Task objective: Could you transcribe all of the data word for word?

Material shown:

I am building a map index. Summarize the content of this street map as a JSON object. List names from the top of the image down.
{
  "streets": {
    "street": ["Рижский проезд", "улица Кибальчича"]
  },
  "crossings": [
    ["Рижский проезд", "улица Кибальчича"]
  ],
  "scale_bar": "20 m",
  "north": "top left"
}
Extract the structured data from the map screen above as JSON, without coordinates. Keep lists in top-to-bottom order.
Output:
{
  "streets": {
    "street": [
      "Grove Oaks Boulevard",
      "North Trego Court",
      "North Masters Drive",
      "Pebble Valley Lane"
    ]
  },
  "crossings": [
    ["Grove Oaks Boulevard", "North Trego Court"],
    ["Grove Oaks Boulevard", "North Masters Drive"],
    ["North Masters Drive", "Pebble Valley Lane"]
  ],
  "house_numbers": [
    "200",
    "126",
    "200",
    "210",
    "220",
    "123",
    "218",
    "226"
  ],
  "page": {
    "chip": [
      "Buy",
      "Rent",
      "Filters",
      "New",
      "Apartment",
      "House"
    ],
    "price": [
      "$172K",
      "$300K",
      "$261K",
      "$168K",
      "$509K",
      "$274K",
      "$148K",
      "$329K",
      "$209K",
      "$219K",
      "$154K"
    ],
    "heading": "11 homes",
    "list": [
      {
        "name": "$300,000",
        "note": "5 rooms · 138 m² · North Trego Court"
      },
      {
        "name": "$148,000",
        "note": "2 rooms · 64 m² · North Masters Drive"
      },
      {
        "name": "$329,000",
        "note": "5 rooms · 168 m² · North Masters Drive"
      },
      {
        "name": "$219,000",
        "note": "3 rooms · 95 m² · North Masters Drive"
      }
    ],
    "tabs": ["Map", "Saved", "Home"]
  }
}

Problem solution:
I am building a map index. Summarize the content of this street map as a JSON object. List names from the top of the image down.
{
  "streets": {
    "street": ["Рижский проезд", "улица Кибальчича"]
  },
  "crossings": [
    ["Рижский проезд", "улица Кибальчича"]
  ],
  "scale_bar": "20 m",
  "north": "top left"
}
Extract the structured data from the map screen above as JSON, without coordinates. Keep lists in top-to-bottom order.
Output:
{
  "streets": {
    "street": [
      "Grove Oaks Boulevard",
      "North Trego Court",
      "North Masters Drive",
      "Pebble Valley Lane"
    ]
  },
  "crossings": [
    ["Grove Oaks Boulevard", "North Trego Court"],
    ["Grove Oaks Boulevard", "North Masters Drive"],
    ["North Masters Drive", "Pebble Valley Lane"]
  ],
  "house_numbers": [
    "200",
    "126",
    "200",
    "210",
    "220",
    "123",
    "218",
    "226"
  ],
  "page": {
    "chip": [
      "Buy",
      "Rent",
      "Filters",
      "New",
      "Apartment",
      "House"
    ],
    "price": [
      "$172K",
      "$300K",
      "$261K",
      "$168K",
      "$509K",
      "$274K",
      "$148K",
      "$329K",
      "$209K",
      "$219K",
      "$154K"
    ],
    "heading": "11 homes",
    "list": [
      {
        "name": "$300,000",
        "note": "5 rooms · 138 m² · North Trego Court"
      },
      {
        "name": "$148,000",
        "note": "2 rooms · 64 m² · North Masters Drive"
      },
      {
        "name": "$329,000",
        "note": "5 rooms · 168 m² · North Masters Drive"
      },
      {
        "name": "$219,000",
        "note": "3 rooms · 95 m² · North Masters Drive"
      }
    ],
    "tabs": ["Map", "Saved", "Home"]
  }
}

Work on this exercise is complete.